_Task to complete:_
Reproduce each line of the entries that carries "labels".

======== Supplied information

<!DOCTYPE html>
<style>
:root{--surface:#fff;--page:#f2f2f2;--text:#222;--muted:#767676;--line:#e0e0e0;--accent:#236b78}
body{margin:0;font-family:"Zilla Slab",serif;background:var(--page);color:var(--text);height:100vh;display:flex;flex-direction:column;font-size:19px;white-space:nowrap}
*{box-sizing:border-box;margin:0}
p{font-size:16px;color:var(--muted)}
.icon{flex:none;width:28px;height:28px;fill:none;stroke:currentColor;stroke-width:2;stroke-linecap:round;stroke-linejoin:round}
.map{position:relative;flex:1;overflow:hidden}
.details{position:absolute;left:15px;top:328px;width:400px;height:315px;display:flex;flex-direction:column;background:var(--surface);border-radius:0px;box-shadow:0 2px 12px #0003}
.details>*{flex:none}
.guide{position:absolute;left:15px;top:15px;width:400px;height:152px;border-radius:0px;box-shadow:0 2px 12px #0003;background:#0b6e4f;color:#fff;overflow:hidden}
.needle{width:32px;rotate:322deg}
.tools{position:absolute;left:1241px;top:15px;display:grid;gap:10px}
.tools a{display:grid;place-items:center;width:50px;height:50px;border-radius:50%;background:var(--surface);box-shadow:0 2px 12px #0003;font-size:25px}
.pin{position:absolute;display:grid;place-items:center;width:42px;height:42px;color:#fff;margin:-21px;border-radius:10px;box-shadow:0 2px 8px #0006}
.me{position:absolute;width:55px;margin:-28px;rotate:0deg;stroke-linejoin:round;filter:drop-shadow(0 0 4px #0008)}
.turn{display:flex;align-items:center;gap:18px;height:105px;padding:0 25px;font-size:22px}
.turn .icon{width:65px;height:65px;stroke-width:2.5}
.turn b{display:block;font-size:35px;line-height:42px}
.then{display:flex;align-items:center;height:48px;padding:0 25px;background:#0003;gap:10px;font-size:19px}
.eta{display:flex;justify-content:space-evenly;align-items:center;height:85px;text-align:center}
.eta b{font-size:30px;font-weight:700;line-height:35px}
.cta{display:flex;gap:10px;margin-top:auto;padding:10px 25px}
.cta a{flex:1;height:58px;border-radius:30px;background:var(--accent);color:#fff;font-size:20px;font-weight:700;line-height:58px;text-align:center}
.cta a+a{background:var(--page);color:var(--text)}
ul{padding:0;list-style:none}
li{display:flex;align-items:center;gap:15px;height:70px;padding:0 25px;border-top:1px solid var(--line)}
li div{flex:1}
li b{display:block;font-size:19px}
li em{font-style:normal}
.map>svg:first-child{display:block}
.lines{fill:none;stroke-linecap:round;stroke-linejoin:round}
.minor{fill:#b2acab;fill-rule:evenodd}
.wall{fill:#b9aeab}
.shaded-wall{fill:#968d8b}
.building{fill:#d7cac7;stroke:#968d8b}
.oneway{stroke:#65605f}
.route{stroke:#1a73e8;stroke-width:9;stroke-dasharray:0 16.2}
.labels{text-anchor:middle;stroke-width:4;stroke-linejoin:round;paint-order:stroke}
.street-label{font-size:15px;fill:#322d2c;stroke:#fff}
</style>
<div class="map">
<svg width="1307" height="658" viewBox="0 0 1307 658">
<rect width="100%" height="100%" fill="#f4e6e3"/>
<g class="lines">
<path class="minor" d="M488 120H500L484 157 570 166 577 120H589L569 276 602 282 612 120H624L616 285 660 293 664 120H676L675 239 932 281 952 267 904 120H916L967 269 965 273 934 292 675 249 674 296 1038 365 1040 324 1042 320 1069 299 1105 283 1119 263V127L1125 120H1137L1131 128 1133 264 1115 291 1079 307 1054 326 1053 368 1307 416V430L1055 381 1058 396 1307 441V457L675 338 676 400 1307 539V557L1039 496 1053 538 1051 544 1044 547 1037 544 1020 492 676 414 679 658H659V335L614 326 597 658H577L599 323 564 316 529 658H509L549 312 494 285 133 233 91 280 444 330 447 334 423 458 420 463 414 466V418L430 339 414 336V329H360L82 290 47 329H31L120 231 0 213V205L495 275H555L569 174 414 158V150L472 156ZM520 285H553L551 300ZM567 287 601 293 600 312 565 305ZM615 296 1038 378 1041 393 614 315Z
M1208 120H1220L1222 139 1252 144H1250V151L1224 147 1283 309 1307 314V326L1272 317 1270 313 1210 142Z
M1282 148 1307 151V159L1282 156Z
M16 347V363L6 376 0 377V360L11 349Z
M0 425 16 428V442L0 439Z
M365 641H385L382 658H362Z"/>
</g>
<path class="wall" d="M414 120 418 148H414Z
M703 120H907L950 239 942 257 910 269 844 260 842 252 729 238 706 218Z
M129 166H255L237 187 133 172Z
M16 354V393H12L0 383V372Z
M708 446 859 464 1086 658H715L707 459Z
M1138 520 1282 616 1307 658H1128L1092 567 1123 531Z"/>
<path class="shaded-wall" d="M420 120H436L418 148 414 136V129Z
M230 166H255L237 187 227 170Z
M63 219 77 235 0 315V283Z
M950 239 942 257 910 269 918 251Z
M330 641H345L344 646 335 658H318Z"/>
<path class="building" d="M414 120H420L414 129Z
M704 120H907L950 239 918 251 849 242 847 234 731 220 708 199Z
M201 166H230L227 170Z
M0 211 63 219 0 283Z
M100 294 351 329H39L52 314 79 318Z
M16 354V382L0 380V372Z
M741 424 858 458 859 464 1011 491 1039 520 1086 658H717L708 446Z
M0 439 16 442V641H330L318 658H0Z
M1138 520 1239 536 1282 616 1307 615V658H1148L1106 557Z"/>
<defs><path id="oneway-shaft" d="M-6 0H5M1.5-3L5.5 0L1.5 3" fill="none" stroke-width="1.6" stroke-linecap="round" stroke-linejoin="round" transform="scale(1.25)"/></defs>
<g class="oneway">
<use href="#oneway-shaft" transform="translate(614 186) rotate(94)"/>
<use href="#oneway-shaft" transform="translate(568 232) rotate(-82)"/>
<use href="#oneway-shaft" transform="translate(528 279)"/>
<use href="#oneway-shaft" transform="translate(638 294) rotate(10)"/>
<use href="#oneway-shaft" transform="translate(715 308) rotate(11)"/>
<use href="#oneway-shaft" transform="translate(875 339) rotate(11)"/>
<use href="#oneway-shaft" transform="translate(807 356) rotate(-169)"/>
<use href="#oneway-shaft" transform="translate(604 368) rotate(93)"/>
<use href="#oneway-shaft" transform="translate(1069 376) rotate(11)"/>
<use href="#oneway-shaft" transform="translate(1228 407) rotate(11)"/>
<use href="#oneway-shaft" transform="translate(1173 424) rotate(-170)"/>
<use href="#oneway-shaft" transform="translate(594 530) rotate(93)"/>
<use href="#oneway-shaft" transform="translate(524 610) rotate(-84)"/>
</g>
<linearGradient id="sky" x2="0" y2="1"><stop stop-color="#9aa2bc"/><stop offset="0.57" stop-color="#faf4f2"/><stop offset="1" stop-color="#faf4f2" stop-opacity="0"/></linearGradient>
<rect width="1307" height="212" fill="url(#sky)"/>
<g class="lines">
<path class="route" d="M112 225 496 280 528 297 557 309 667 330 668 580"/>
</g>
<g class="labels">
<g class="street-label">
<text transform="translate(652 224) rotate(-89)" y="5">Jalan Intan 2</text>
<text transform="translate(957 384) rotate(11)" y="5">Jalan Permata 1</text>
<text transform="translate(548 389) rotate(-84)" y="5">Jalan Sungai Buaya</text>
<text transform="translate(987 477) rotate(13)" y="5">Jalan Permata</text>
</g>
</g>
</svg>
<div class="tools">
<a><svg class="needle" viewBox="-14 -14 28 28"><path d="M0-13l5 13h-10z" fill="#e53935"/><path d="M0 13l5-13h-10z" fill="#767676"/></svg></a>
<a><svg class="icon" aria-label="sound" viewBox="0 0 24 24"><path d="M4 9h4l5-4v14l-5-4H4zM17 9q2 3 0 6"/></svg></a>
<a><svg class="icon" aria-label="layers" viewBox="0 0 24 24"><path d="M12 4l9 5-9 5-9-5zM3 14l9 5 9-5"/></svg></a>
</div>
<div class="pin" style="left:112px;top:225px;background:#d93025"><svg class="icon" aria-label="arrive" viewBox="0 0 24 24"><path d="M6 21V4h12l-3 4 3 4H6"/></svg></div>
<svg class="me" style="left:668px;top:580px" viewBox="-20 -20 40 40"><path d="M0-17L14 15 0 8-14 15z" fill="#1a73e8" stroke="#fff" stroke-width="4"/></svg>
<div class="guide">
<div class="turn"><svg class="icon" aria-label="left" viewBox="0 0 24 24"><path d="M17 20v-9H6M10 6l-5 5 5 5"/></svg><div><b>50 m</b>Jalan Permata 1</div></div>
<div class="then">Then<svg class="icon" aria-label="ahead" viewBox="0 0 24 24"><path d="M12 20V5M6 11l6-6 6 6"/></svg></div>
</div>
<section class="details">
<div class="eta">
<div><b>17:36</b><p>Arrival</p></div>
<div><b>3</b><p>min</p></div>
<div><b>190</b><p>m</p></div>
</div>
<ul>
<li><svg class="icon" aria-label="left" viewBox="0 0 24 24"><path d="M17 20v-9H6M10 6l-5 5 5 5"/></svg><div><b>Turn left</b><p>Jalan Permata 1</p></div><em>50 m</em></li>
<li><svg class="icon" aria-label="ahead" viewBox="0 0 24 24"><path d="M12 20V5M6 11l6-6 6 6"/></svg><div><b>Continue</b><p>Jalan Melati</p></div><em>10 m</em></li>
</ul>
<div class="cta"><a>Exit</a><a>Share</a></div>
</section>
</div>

================

_Task solution:_
.labels{text-anchor:middle;stroke-width:4;stroke-linejoin:round;paint-order:stroke}
<g class="labels">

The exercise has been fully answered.